[Opening DATA FOR THE TASK section]
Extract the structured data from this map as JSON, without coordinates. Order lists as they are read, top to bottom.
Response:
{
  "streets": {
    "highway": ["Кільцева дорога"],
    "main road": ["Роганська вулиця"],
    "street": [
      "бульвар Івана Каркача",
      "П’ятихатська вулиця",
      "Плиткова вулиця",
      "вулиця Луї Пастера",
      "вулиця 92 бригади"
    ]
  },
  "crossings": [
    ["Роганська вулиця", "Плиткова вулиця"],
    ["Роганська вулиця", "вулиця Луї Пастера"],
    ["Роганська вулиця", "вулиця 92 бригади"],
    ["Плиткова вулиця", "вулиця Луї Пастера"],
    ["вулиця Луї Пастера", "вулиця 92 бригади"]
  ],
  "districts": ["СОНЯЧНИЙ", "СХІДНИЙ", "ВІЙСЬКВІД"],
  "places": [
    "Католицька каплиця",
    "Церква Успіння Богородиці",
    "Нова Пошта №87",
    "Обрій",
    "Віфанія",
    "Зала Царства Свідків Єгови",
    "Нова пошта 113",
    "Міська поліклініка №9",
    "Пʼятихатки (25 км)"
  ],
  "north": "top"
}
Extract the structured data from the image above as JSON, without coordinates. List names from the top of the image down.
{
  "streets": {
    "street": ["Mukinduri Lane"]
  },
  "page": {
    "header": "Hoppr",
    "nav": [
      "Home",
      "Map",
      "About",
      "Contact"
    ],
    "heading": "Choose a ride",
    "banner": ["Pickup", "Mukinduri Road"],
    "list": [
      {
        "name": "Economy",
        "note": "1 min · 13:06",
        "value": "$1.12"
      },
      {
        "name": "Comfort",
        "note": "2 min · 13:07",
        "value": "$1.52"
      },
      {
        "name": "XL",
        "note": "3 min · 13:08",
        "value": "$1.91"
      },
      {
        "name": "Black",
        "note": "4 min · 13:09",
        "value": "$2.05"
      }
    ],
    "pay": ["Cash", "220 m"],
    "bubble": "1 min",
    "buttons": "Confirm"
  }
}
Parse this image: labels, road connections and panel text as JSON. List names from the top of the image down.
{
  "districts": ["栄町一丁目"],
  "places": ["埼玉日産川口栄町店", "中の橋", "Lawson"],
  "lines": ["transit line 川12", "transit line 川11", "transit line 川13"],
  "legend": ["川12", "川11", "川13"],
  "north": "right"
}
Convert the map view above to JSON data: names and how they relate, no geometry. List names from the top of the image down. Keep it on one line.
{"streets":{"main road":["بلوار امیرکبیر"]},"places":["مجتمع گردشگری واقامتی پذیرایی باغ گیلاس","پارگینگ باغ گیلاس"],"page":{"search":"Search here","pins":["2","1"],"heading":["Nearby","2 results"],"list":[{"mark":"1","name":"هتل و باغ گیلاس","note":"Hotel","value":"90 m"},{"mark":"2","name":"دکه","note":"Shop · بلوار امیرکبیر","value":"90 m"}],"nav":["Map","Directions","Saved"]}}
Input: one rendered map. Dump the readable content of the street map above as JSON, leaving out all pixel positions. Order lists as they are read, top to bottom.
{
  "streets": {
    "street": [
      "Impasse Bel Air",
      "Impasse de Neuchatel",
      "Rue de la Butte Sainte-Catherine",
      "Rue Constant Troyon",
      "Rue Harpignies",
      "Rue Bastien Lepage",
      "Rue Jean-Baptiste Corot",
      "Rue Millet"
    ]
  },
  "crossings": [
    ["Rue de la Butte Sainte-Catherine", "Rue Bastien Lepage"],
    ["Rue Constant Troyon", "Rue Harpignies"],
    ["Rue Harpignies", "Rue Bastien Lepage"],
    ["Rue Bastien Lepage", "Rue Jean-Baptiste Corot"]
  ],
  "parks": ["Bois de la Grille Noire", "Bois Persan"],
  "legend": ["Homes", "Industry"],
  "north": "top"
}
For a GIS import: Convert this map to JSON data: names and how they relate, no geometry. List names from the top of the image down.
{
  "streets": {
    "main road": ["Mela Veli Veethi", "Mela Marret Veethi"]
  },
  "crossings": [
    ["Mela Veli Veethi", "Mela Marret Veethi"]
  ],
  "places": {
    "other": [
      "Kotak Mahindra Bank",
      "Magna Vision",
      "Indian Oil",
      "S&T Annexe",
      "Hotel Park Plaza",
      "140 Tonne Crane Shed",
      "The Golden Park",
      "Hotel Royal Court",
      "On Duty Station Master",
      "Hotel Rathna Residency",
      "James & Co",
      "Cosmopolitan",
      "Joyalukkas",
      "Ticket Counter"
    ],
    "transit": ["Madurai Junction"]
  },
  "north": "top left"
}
[Closing DATA FOR THE TASK section]
:: INSTRUCTIONS TO FOLLOW ::
Make sure every record is repeated exactly.

:: ANSWER TO THIS EXERCISE ::
Extract the structured data from this map as JSON, without coordinates. Order lists as they are read, top to bottom.
Response:
{
  "streets": {
    "highway": ["Кільцева дорога"],
    "main road": ["Роганська вулиця"],
    "street": [
      "бульвар Івана Каркача",
      "П’ятихатська вулиця",
      "Плиткова вулиця",
      "вулиця Луї Пастера",
      "вулиця 92 бригади"
    ]
  },
  "crossings": [
    ["Роганська вулиця", "Плиткова вулиця"],
    ["Роганська вулиця", "вулиця Луї Пастера"],
    ["Роганська вулиця", "вулиця 92 бригади"],
    ["Плиткова вулиця", "вулиця Луї Пастера"],
    ["вулиця Луї Пастера", "вулиця 92 бригади"]
  ],
  "districts": ["СОНЯЧНИЙ", "СХІДНИЙ", "ВІЙСЬКВІД"],
  "places": [
    "Католицька каплиця",
    "Церква Успіння Богородиці",
    "Нова Пошта №87",
    "Обрій",
    "Віфанія",
    "Зала Царства Свідків Єгови",
    "Нова пошта 113",
    "Міська поліклініка №9",
    "Пʼятихатки (25 км)"
  ],
  "north": "top"
}
Extract the structured data from the image above as JSON, without coordinates. List names from the top of the image down.
{
  "streets": {
    "street": ["Mukinduri Lane"]
  },
  "page": {
    "header": "Hoppr",
    "nav": [
      "Home",
      "Map",
      "About",
      "Contact"
    ],
    "heading": "Choose a ride",
    "banner": ["Pickup", "Mukinduri Road"],
    "list": [
      {
        "name": "Economy",
        "note": "1 min · 13:06",
        "value": "$1.12"
      },
      {
        "name": "Comfort",
        "note": "2 min · 13:07",
        "value": "$1.52"
      },
      {
        "name": "XL",
        "note": "3 min · 13:08",
        "value": "$1.91"
      },
      {
        "name": "Black",
        "note": "4 min · 13:09",
        "value": "$2.05"
      }
    ],
    "pay": ["Cash", "220 m"],
    "bubble": "1 min",
    "buttons": "Confirm"
  }
}
Parse this image: labels, road connections and panel text as JSON. List names from the top of the image down.
{
  "districts": ["栄町一丁目"],
  "places": ["埼玉日産川口栄町店", "中の橋", "Lawson"],
  "lines": ["transit line 川12", "transit line 川11", "transit line 川13"],
  "legend": ["川12", "川11", "川13"],
  "north": "right"
}
Convert the map view above to JSON data: names and how they relate, no geometry. List names from the top of the image down. Keep it on one line.
{"streets":{"main road":["بلوار امیرکبیر"]},"places":["مجتمع گردشگری واقامتی پذیرایی باغ گیلاس","پارگینگ باغ گیلاس"],"page":{"search":"Search here","pins":["2","1"],"heading":["Nearby","2 results"],"list":[{"mark":"1","name":"هتل و باغ گیلاس","note":"Hotel","value":"90 m"},{"mark":"2","name":"دکه","note":"Shop · بلوار امیرکبیر","value":"90 m"}],"nav":["Map","Directions","Saved"]}}
Input: one rendered map. Dump the readable content of the street map above as JSON, leaving out all pixel positions. Order lists as they are read, top to bottom.
{
  "streets": {
    "street": [
      "Impasse Bel Air",
      "Impasse de Neuchatel",
      "Rue de la Butte Sainte-Catherine",
      "Rue Constant Troyon",
      "Rue Harpignies",
      "Rue Bastien Lepage",
      "Rue Jean-Baptiste Corot",
      "Rue Millet"
    ]
  },
  "crossings": [
    ["Rue de la Butte Sainte-Catherine", "Rue Bastien Lepage"],
    ["Rue Constant Troyon", "Rue Harpignies"],
    ["Rue Harpignies", "Rue Bastien Lepage"],
    ["Rue Bastien Lepage", "Rue Jean-Baptiste Corot"]
  ],
  "parks": ["Bois de la Grille Noire", "Bois Persan"],
  "legend": ["Homes", "Industry"],
  "north": "top"
}
For a GIS import: Convert this map to JSON data: names and how they relate, no geometry. List names from the top of the image down.
{
  "streets": {
    "main road": ["Mela Veli Veethi", "Mela Marret Veethi"]
  },
  "crossings": [
    ["Mela Veli Veethi", "Mela Marret Veethi"]
  ],
  "places": {
    "other": [
      "Kotak Mahindra Bank",
      "Magna Vision",
      "Indian Oil",
      "S&T Annexe",
      "Hotel Park Plaza",
      "140 Tonne Crane Shed",
      "The Golden Park",
      "Hotel Royal Court",
      "On Duty Station Master",
      "Hotel Rathna Residency",
      "James & Co",
      "Cosmopolitan",
      "Joyalukkas",
      "Ticket Counter"
    ],
    "transit": ["Madurai Junction"]
  },
  "north": "top left"
}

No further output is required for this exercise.